How Death Valley Was Named
by [?]

There remained one shadow of a chance, as ephemeral as the mirage which came before them with the mounting of each morning’s sun. They stripped the tops from the prairie-schooners and began to make pack-saddles from them with the idea of abandoning the vehicles and following the trail of the Jayhawkers.

At midday they were sitting under the wagons for what shade they gave, working at this task. They knew it was a futile proceeding; the time had long since gone when they had enough provisions to last them through that long northern route. But they were not the sort of people who can sit down and die. If they must perish it would be while they were still fighting. No one spoke. The silence of the dead land had crept over them.

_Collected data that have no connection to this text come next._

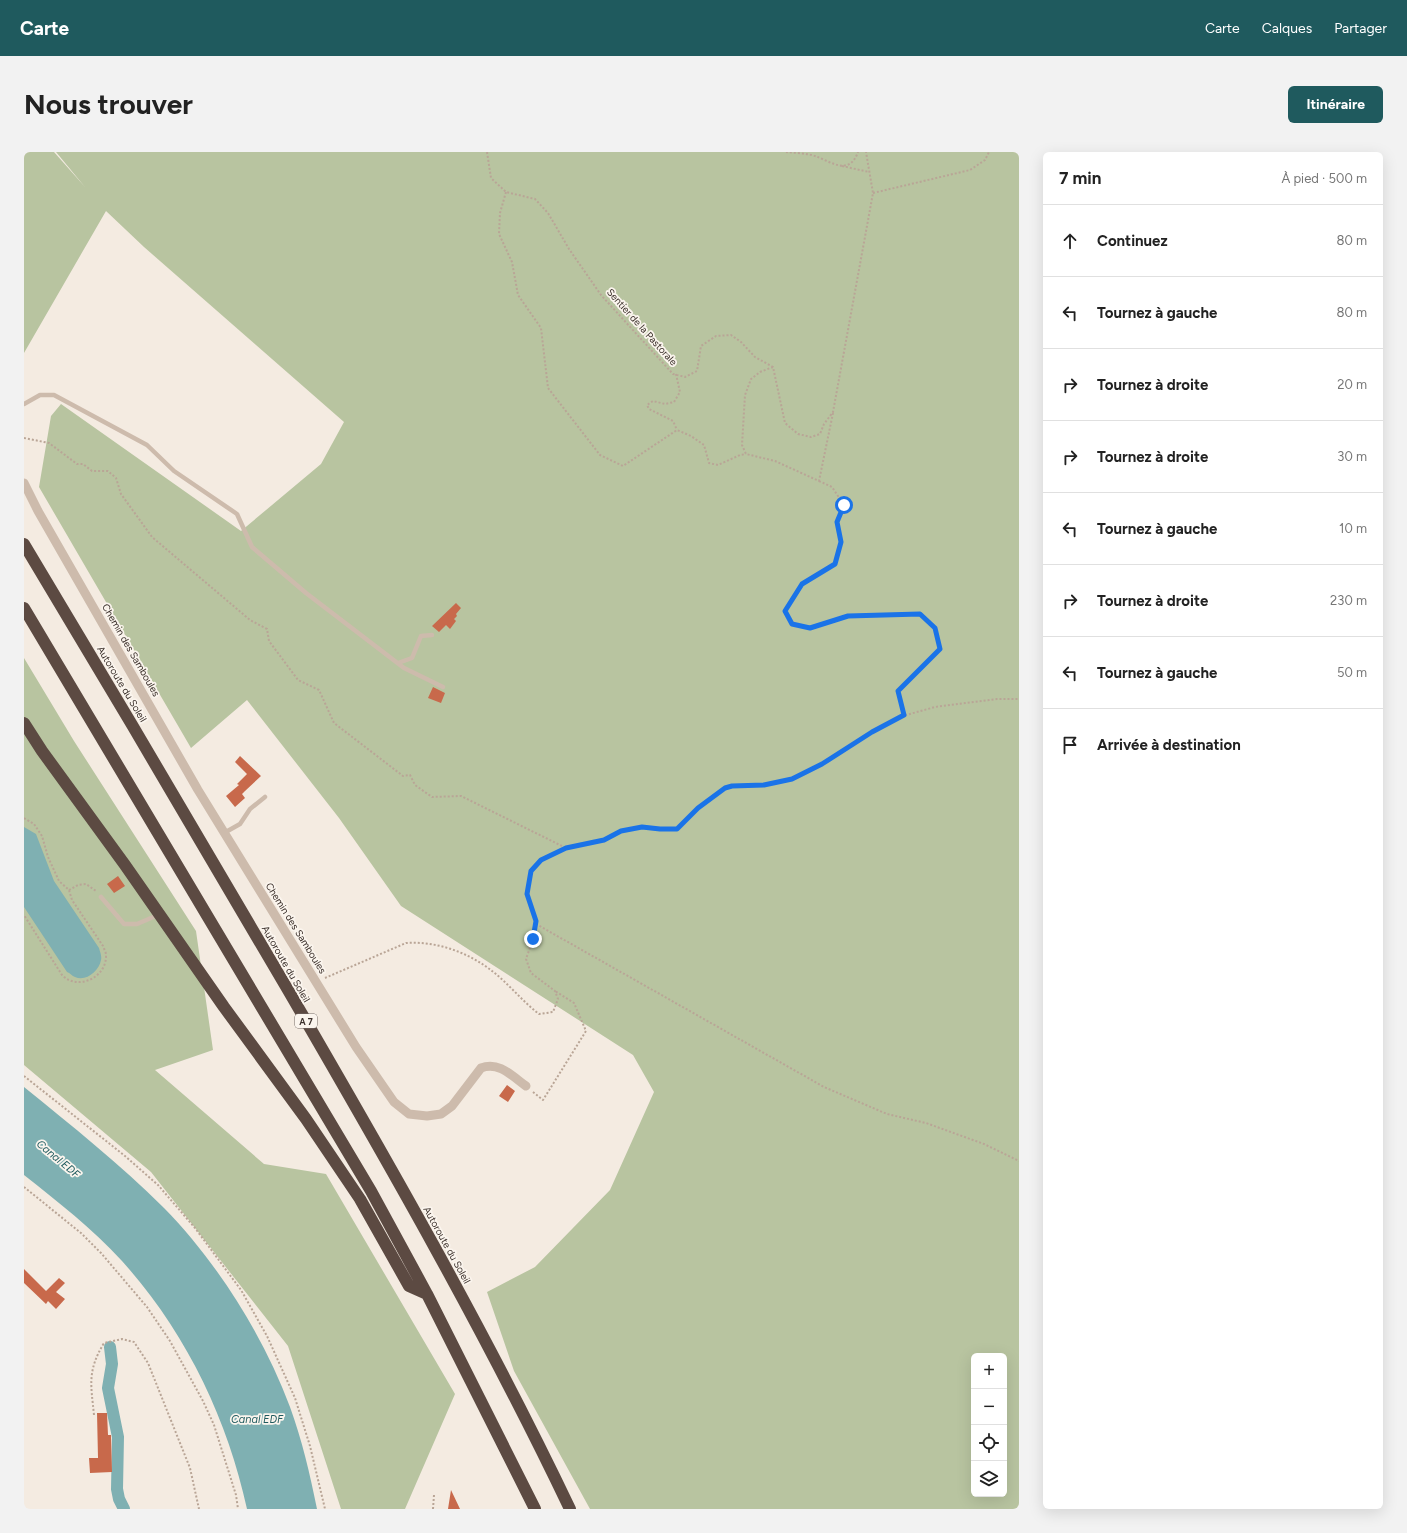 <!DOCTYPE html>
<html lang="fr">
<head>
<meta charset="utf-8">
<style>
  :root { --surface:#fff; --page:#f2f2f2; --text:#222; --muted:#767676; --line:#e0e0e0; --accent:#1f5a5e }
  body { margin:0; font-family:Figtree,sans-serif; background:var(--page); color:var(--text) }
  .controls { position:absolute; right:12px; bottom:12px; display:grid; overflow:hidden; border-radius:6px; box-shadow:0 4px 16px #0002 }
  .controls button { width:36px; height:36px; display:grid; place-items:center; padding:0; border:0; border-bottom:1px solid var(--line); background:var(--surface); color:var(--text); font:20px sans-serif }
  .stop { position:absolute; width:12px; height:12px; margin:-9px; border:3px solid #1a73e8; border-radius:50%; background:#fff }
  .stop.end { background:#1a73e8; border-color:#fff; box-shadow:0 1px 4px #0008 }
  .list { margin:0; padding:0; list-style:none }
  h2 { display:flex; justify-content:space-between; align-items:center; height:52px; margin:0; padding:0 16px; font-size:17px }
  h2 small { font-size:13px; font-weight:400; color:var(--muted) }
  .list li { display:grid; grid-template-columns:26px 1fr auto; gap:12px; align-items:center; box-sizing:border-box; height:72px; padding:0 16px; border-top:1px solid var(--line) }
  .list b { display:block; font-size:15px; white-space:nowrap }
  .list em { font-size:13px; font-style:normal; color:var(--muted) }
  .icon { flex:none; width:22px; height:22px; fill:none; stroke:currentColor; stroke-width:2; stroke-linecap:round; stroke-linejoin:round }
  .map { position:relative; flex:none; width:995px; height:1357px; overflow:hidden; border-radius:6px }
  header { display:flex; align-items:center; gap:24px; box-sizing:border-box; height:56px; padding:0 20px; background:var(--accent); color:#fff }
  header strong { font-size:19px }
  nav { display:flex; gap:22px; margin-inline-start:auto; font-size:14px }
  .intro { display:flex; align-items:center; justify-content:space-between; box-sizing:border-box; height:96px; padding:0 24px }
  h1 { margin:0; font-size:28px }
  .button { padding:10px 18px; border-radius:6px; background:var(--accent); color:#fff; font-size:14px; font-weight:700 }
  main { display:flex; gap:24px; padding:0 24px }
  aside { flex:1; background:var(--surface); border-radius:6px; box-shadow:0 4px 16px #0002 }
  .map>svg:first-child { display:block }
  .green { fill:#b8c4a0; fill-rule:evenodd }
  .water { fill:#7fb0b2 }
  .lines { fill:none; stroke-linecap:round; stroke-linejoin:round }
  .canal { stroke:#7fb0b2; stroke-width:12 }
  .building { fill:#c8694b }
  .path { stroke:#b9a596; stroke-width:2; stroke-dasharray:2 2; stroke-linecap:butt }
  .service { stroke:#cdbbac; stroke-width:4.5 }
  .minor { stroke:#cdbbac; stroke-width:9 }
  .motorway { stroke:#5c4a42; stroke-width:12 }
  .route { stroke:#1a73e8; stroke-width:5 }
  .labels { text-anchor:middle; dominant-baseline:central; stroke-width:3.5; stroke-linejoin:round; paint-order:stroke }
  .shield { fill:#fbf5ee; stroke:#756b66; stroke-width:1 }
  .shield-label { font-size:9px; font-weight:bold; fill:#3b302b }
  .street-label { font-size:10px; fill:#3b302b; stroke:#fbf5ee }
  .water-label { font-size:11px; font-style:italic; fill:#1f5a5e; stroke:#fbf5ee }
</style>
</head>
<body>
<header>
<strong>Carte</strong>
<nav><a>Carte</a><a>Calques</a><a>Partager</a></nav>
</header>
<div class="intro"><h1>Nous trouver</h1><a class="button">Itinéraire</a></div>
<main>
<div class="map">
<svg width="995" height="1357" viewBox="0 0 995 1357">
  <rect width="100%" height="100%" fill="#f4ebe1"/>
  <path class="green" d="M0,0h30l31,35 -29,-35h963v1357h-429l-76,-138 -27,-79 48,-25 75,-77 44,-98 -21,-37 -232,-149 -62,-88 -92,-118 -56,48 -152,-261 12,-71 10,-12 180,127 80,-67 23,-42 -200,-175 -38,-36 -82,142zM950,1204h30v138h-30z
    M0,506l50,83 122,190 17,119 -58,20 109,94 62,10 129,220 -50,115h-64l-53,-163 -137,-174 -127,-107z"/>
  <path class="water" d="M0,675l12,7 18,47 45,67c1,4 3,8 2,12 -2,11 -15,22 -26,17 -3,-1 -5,-4 -8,-5l-43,-65z
    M0,935c48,39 96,77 140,121 53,54 99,127 126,199 12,33 20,67 27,102h-70c-20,-92 -62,-178 -125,-248 -30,-33 -64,-59 -98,-86z"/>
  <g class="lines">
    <path class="canal" d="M86,1195l2,17 -4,24 10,49 -1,52 2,10 5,10"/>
  </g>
  <path class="building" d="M432,451l5,5 -5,6 1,2 -3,3 2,2 -6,8 -4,-4 -7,7 -7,-6z
    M409,535l12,6 -4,10 -13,-5z
    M216,604l21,20 -16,15 -3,3 3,4 -10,9 -9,-11 13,-11 -2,-1 10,-10 -12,-12z
    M94,724l7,10 -11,7 -7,-9z
    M483,933l8,6 -7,11 -9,-6z
    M0,1117l22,22 13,-13 6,5 -9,9 9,7 -9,10 -8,-8 -2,3 -22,-21z
    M73,1261h10l1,22h3l1,37 -22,1 -1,-15h9z
    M427,1338l9,19h-12z"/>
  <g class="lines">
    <path class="path" d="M463,0l4,26 15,14 29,7 13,14 21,36 32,46 72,79 12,3 12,-6 4,-25 15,-10 15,-1 10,7 14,15 18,10 12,56 13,11 13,3 9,-3 4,-10 9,-12 40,-219 -7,-41
      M762,0c9,1 20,1 29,4 15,5 34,21 43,-4
      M818,14l27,6
      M482,40l-6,21 -1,21 13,28 6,33 23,33 7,60 52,67 23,11 54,-36 14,6 13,9 5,18 9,2 22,-10 6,-1
      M849,41l97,-23 15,-10 4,-8
      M749,215l-13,5 -9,7 -6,16 -3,50 4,9 29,7 44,20 14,-68
      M652,222l4,18 -6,10 -9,2 -12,-3 -6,4 2,4 24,12 4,9
      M0,286l25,5 28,21h6l9,7h16l8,7 5,16 31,43 98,83 17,9 2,12 29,39 21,10 15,33 69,53 7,-1 5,10 17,12 29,-1 105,52
      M795,329l13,6 12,18 -7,17 4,21 -6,21 -33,20 -17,27 7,13 18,4 38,-12 72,-2 15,14 5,21 -42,42 6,24
      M0,666l10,6 8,12 6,21 11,24 10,9 3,10 31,46c1,3 3,6 3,9 1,23 -29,36 -44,20l-38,-60
      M45,738l9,-5 8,-1 10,7
      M512,772l288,163 63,27 39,9 58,21 35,17
      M301,826l81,-35c30,-2 62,9 86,28 16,12 30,30 47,43l14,-2 5,-13 -3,-8 -24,-18 -5,-14 7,-20 4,-18 -10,-27 4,-23 10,-11 25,-12 38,-8 17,-9 21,-4 18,2h17l20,-21 28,-20 7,-1 32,-2 28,-6 30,-16 77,-46 36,-10 30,-4 32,-4h22
      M0,924l101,80 33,29 37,43 46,62 26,46 28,62 15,48 15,63
      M509,940l10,8 43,-69 -12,-28 -19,-12
      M0,1035l57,46 20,20 46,54 23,34 33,60 11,24 22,70 2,14
      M70,1263c-3,-30 -7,-44 10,-72l18,-4 12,3 14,21 42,105 9,41
      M409,1357l1,-14"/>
    <path class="service" d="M0,252l16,-9h14l93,50 27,26 63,43 15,33 54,46 98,75 39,19
      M374,511l14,-5 9,-22 11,-1
      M200,681l16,-9 10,-15 15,-12
      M77,745l23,27h13l21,-9"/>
    <path class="minor" d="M0,331l14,28 160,279 158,257 38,55 15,12 18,2 14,-2 11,-8 29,-38c18,-7 31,8 45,18"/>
    <path class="motorway" d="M0,392c89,148 177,297 264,446 99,170 197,341 282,519
      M0,456l347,583 56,103 108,215
      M0,571l18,28 83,114 99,142 82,112 54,80 49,87 18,8"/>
  </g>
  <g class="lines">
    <path class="route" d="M509,787l3,-18 -9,-27 4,-23 10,-11 25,-12 38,-8 17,-9 21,-4 18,2h17l21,-21 27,-20 7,-2 32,-1 28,-6 30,-15 50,-32 32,-17 -6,-24 42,-42 -5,-21 -15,-14 -72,2 -38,12 -18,-4 -7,-13 17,-27 33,-20 6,-22 -4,-20 7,-17"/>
  </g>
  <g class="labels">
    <rect class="shield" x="271" y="862" width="22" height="14" rx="3"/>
    <g class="shield-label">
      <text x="282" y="869">A 7</text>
    </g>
    <g class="street-label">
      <text transform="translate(618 175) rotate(48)">Sentier de la Pastorale</text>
      <text transform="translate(107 498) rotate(60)">Chemin des Samboules</text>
      <text transform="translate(98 532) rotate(59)">Autoroute du Soleil</text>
      <text transform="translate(272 776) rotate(58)">Chemin des Samboules</text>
      <text transform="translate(262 812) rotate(60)">Autoroute du Soleil</text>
      <text transform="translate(423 1093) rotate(61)">Autoroute du Soleil</text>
    </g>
    <g class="water-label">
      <text transform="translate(34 1007) rotate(40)">Canal EDF</text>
      <text x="233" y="1267">Canal EDF</text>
    </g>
  </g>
</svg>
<div class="controls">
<button>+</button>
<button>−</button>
<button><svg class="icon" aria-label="locate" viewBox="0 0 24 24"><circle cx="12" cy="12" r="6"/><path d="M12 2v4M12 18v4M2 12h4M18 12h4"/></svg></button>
<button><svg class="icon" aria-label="layers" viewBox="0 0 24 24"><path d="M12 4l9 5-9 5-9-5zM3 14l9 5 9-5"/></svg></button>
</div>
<div class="stop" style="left:820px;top:353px"></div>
<div class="stop end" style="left:509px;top:787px"></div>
</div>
<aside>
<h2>7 min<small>À pied · 500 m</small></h2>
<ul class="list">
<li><svg class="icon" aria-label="ahead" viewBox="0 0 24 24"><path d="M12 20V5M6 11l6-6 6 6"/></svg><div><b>Continuez</b></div><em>80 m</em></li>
<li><svg class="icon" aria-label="left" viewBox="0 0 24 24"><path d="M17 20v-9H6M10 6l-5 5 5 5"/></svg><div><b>Tournez à gauche</b></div><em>80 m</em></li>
<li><svg class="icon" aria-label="right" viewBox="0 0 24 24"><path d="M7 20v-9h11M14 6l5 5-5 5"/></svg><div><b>Tournez à droite</b></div><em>20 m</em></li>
<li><svg class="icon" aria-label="right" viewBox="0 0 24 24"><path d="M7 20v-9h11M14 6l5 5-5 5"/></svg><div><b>Tournez à droite</b></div><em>30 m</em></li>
<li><svg class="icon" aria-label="left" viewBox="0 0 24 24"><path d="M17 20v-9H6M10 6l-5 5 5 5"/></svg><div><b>Tournez à gauche</b></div><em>10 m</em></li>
<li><svg class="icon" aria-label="right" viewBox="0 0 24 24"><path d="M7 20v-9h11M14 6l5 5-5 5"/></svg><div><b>Tournez à droite</b></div><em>230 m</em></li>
<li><svg class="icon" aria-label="left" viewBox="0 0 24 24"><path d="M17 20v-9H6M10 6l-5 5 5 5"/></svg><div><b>Tournez à gauche</b></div><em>50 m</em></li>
<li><svg class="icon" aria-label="arrive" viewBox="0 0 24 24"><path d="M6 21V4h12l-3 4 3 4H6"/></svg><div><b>Arrivée à destination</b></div></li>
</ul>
</aside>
</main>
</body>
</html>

That silence was broken by a shot. Unbelieving, they crept forth and saw three figures moving toward them from the north. Manley and Rogers were hurring across the flat leading a laden mule.

While the others ate from the store in the pack-sacks, the two young fellows told of their journey two hundred and fifty miles across the Mohave Desert; of the dead of the Jayhawker party whom they had found beside the trail; of the survivors whom they passed shortly before reaching a ranch near the head of the San Fernando valley where the little town of Newhall stands to-day; of great arid mountain ranges and shimmering floors of dried lakes; and of the long torture between water-holes. At the Newhall ranch a man named French had given them the mule and the provisions. With this food supply they believed the women and children stood a chance of getting through.

They slung the sacks of canvas on the gaunt oxen and placed the children in them; then they set out on their long climb up the Panamints.

Before they left the summit of the divide to go downhill into the west, they halted for one last look back. And as they stood there among the rocks gazing down into the sink which lay thousands of feet below them walled in by the mountains on both sides, one of the mothers lifted her arm in a gesture of farewell.

“Good-bye, Death Valley!” she cried.

That is the way the place was named.

They turned their backs on it and descended the long western slope. The dog, which they had taken with them all this distance, limped along behind the little train. The mule went on before. And in Los Angeles, where they joined the other survivors of the company weeks later and told the people of the pueblo of their sufferings, they called the sink Death Valley when they spoke of it.

Later, when they had gone into the north–for all of them pressed on as soon as they were able to travel again–they separated, seeking their fortunes in the mines. Years passed and occasionally some of them met again. At such times, or when they told others of the pitfall into which they descended striving toward the snow peak, they always used the name Death Valley. And so it has come down to us to-day.